▸ Your objective
Set down the data below from its first line to the line holding "solid #fff;border-radius:50%;background:#1a73e8;box-shadow:0 0", inclusive; omit all pictures.

▸ Records for processing
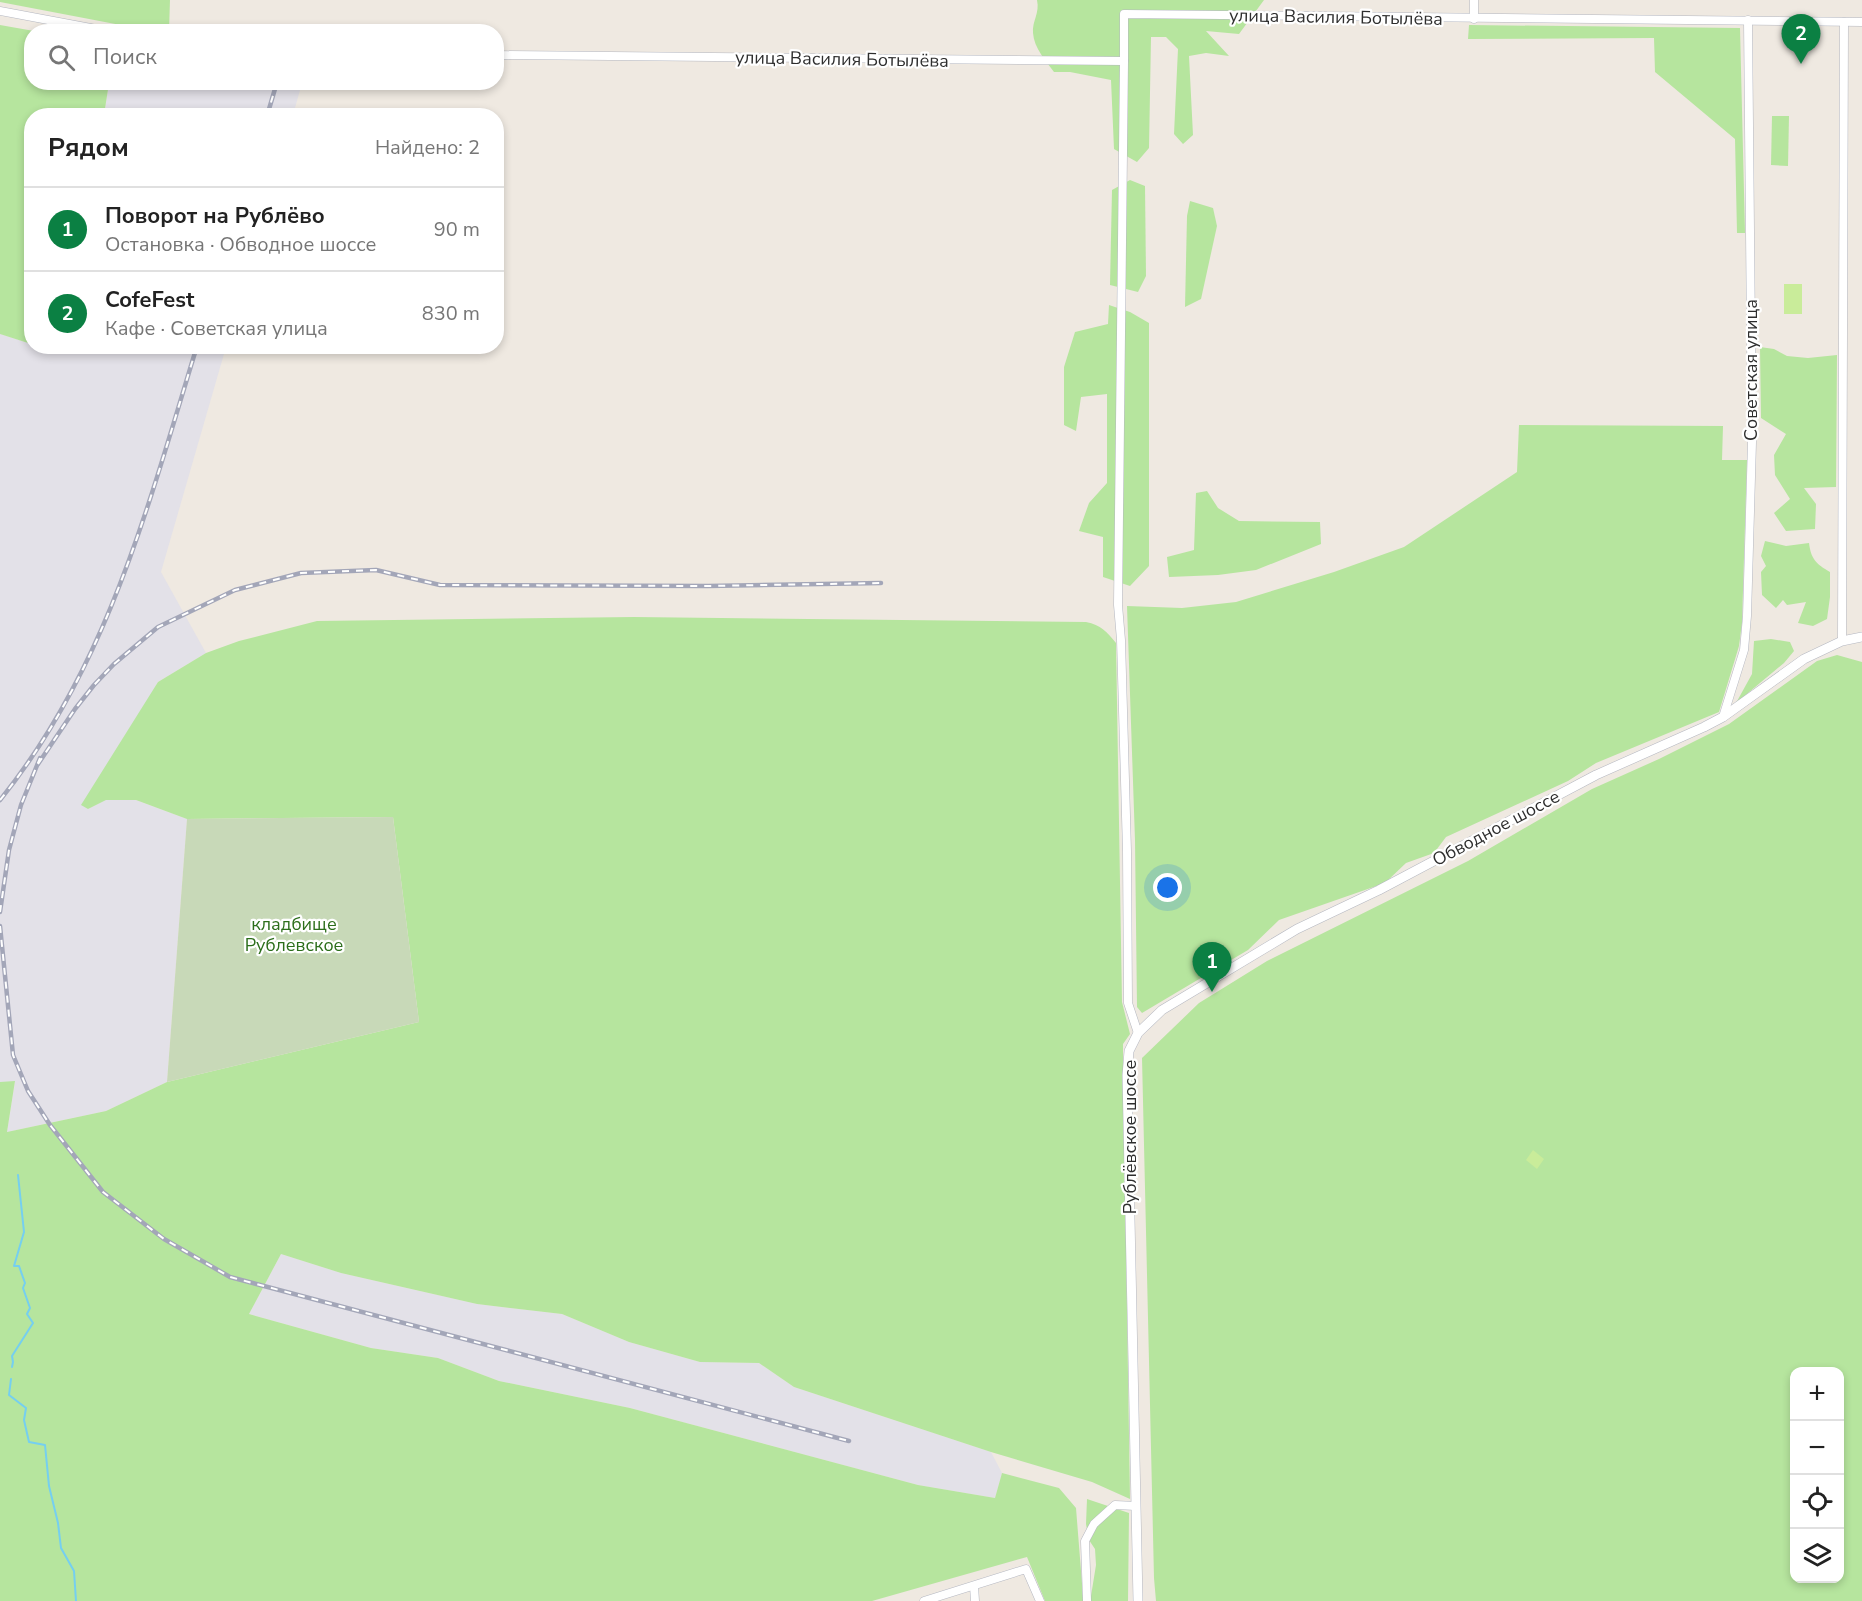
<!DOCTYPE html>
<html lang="ru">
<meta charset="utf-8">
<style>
body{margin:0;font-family:"Nunito Sans",sans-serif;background:#f2f2f2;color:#222}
.controls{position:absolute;right:18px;bottom:18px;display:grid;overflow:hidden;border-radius:12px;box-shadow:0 3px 9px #0003}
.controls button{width:54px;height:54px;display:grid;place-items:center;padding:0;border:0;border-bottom:2px solid #e0e0e0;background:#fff;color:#222;font:30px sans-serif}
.you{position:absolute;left:1168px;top:888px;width:21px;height:21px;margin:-15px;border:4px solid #fff;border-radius:50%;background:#1a73e8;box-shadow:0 0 0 9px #1a73e833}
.badge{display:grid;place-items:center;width:39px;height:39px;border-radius:50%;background:#0b8043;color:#fff;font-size:20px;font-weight:700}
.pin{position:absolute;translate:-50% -50px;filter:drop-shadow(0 2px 3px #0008)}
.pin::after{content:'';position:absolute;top:32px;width:21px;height:18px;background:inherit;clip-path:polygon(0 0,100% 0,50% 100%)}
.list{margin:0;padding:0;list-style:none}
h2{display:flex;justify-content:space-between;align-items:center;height:78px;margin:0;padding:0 24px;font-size:26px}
h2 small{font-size:20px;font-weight:400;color:#767676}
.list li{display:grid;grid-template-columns:39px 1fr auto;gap:18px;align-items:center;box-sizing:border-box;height:84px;padding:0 24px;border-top:2px solid #e0e0e0}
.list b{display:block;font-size:22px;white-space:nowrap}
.list p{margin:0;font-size:20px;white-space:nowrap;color:#767676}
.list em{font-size:20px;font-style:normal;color:#767676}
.icon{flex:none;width:33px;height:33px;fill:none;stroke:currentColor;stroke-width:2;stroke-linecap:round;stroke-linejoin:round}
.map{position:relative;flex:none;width:1862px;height:1601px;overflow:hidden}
.search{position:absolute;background:#fff;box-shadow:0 3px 9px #0003;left:24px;top:24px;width:480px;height:66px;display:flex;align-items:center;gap:15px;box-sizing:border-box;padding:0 21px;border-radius:24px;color:#767676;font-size:22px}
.panel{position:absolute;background:#fff;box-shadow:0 3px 9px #0003;left:24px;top:108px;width:480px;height:246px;border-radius:24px}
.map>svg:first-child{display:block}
.industrial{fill:#e3e1e8}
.green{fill:#b6e59e;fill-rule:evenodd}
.cemetery{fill:#c8d9b8}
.pitch{fill:#c9ec9a}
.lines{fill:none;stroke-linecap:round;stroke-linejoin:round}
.stream{stroke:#75cff0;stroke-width:2}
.minor-casing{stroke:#b4b7c1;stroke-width:9}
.tertiary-casing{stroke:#b4b7c1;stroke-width:10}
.minor{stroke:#fff;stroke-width:8}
.tertiary{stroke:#fff;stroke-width:9}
.rail-casing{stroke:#a3a6b8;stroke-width:4.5}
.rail{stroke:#fff;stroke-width:2;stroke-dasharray:7;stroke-linecap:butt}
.labels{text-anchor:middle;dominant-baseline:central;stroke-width:4.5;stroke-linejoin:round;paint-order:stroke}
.street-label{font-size:18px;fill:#2e2e2e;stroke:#fff}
.park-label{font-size:18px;fill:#2c6e1b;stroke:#fff}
</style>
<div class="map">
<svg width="1862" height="1601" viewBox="0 0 1862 1601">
<rect width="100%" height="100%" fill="#efe9e1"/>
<!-- industrial -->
<g class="industrial">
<polygon points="109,83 302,83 293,115 104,116"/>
<polygon points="31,324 32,346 226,347 161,572 206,653 158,682 88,809 105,800 136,800 187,819 167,1082 106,1111 7,1132 15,1082 0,1082 0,334 28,343"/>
<polygon points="281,1254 341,1273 477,1304 562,1314 629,1342 700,1362 759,1363 794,1387 991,1452 1002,1473 995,1498 918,1485 630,1408 499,1381 438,1358 371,1348 249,1314"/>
</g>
<!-- green -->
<g class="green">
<polygon points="0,0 170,0 169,31 152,31 0,2"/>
<path d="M1037 0H1264L1239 34 1206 31 1229 56 1206 53 1189 56 1193 135 1183 144 1174 134 1178 49 1166 37H1151L1149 148 1137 162 1114 149 1111 80 1070 72H1054C1046 61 1034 48 1033 33 1032 21 1040 13 1037 0Z"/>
<polygon points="0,25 34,31 32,32 32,82 109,83 104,115 32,116 32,324 28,343 0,334"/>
<polygon points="1469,25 1740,28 1745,233 1737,233 1735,139 1655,72 1654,38 1468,39"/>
<polygon points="1772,116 1789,116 1788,166 1771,165"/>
<polygon points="1130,180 1145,186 1146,276 1138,292 1110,285 1112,190"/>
<polygon points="1190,201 1213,208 1217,226 1201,299 1185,307 1187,216"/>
<polygon points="1109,305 1130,312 1149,323 1149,566 1130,586 1103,577 1103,537 1079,531 1089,503 1107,483 1107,394 1081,397 1076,431 1064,425 1064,367 1075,332 1108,324"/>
<polygon points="1760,347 1774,349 1787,356 1808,358 1837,355 1836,487 1804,488 1816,504 1815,529 1786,531 1774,513 1790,499 1775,475 1774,455 1786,434 1761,418"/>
<polygon points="1519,425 1723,426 1722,460 1747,460 1742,623 1739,646 1719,712 1596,763 1568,781 1446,837 1434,853 1406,863 1385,883 1279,920 1248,950 1142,1013 1137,1007 1135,840 1127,606 1182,608 1236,602 1334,572 1404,547 1517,472"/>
<polygon points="1207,491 1218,508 1239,521 1320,522 1321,544 1256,570 1218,575 1169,577 1167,557 1194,550 1196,493"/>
<path d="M1765 541 1786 546 1809 543C1811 559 1816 564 1830 572V597L1827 619 1813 626 1798 623 1806 602 1787 605 1783 600 1776 608 1762 595 1761 572 1766 566 1761 556Z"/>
<path d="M634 617 1086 622C1101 625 1107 632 1116 643L1122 1002 1130 1034 1123 1044V1058L1130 1499 1092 1482 991 1452 794 1387 759 1363 700 1362 629 1342 562 1314 477 1304 341 1273 281 1254 249 1314 371 1348 438 1358 499 1381 630 1408 918 1485 995 1498 1002 1473 1059 1488 1076 1508 1083 1596H1091L1096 1565 1095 1549 1089 1540 1086 1524 1087 1499 1129 1513 1128 1601H1045L1027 1557 872 1601H0V1082L15 1081 7 1132 106 1111 167 1082 419 1022 393 817 187 819 136 800H106L88 809 81 805 158 682 206 653 239 641 317 621Z"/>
<polygon points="1771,639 1790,642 1794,651 1784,663 1736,703 1752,674 1754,641"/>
<path d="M1837 655 1862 662V1601H1156L1154 1578 1142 1058 1199 1003 1267 961 1468 861 1592 789 1659 759 1729 724 1817 661ZM1794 1372H1840V1578H1794Z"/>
</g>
<!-- cemetery -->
<polygon class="cemetery" points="393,817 419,1022 167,1082 187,819"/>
<!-- pitch -->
<g class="pitch">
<rect x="1784" y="284" width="18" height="30"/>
<polygon points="1533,1150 1544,1159 1537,1169 1526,1160"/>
</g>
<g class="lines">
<!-- stream -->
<g class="stream">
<polyline points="12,1367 13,1362 12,1356 33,1323 27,1314 30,1308 23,1288 25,1283 19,1266 14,1266 24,1232 18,1175"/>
<polyline points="11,1379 9,1395 26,1408 24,1420 29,1442 45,1445 49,1486 58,1523 61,1548 74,1571 76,1601"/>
</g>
<!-- minor casing -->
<g class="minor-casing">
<g id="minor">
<polyline points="0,11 112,32"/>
<polyline points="1474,19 1474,0"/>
<polyline points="496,55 1124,61 1124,14 1862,22"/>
<polyline points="1124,61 1118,605 1121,640 1127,851 1128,1003 1138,1033"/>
<polyline points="1842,641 1844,22"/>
<polyline points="1723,717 1744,650 1747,616 1752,442 1748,20"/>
<polyline points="974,1586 975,1601"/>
<polyline points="924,1601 1026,1569 1040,1601"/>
<polyline points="1087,1601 1085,1541 1094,1524 1115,1505 1136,1506"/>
</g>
</g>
<!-- tertiary casing -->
<g class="tertiary-casing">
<polyline id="tertiary" points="1138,1601 1127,1075 1129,1051 1138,1033 1162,1010 1297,929 1379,890 1596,775 1704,727 1723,717 1804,659 1842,641 1862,637"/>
</g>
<!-- minor -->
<use href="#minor" class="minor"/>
<!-- tertiary -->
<use href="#tertiary" class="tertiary"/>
<!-- rail casing -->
<g class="rail-casing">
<g id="rail">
<polyline points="267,116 277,82"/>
<polyline points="38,764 75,709 94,685 114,664 158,627 235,590 301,573 376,570 440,585 708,586 881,583"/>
<path d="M0 800C107 668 148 506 197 346"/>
<polyline points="0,912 9,850 21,805 40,758"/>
<polyline points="0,926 13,1055 28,1091 50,1125 103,1192 164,1239 230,1277 849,1441"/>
</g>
</g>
<!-- rail -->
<use href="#rail" class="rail"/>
</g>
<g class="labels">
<!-- street labels -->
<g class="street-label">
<text transform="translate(1336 17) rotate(1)">улица Василия Ботылёва</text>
<text transform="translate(842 59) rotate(1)">улица Василия Ботылёва</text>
<text transform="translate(1751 370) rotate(-90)">Советская улица</text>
<text transform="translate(1496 828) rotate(-28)">Обводное шоссе</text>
<text transform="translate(1130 1137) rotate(-90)">Рублёвское шоссе</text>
</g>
<!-- park labels -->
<g class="park-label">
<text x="294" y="924">кладбище<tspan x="294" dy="21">Рублевское</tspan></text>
</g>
</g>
</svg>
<div class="controls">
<button>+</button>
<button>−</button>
<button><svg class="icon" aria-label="locate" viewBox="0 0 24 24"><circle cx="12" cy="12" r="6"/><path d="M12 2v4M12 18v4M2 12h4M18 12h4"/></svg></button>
<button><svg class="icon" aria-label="layers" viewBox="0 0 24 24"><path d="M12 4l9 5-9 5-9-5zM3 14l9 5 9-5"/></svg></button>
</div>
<div class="you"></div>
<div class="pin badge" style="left:1212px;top:992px">1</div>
<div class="pin badge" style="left:1801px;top:64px">2</div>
<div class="search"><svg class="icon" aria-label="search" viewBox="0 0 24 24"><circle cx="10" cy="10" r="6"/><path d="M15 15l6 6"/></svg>Поиск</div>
<section class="panel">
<h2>Рядом<small>Найдено: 2</small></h2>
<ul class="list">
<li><span class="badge">1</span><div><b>Поворот на Рублёво</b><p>Остановка · Обводное шоссе</p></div><em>90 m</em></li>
<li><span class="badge">2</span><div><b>CofeFest</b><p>Кафе · Советская улица</p></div><em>830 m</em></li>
</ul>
</section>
</div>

▸ Solution
<!DOCTYPE html>
<html lang="ru">
<meta charset="utf-8">
<style>
body{margin:0;font-family:"Nunito Sans",sans-serif;background:#f2f2f2;color:#222}
.controls{position:absolute;right:18px;bottom:18px;display:grid;overflow:hidden;border-radius:12px;box-shadow:0 3px 9px #0003}
.controls button{width:54px;height:54px;display:grid;place-items:center;padding:0;border:0;border-bottom:2px solid #e0e0e0;background:#fff;color:#222;font:30px sans-serif}
.you{position:absolute;left:1168px;top:888px;width:21px;height:21px;margin:-15px;border:4px solid #fff;border-radius:50%;background:#1a73e8;box-shadow:0 0 0 9px #1a73e833}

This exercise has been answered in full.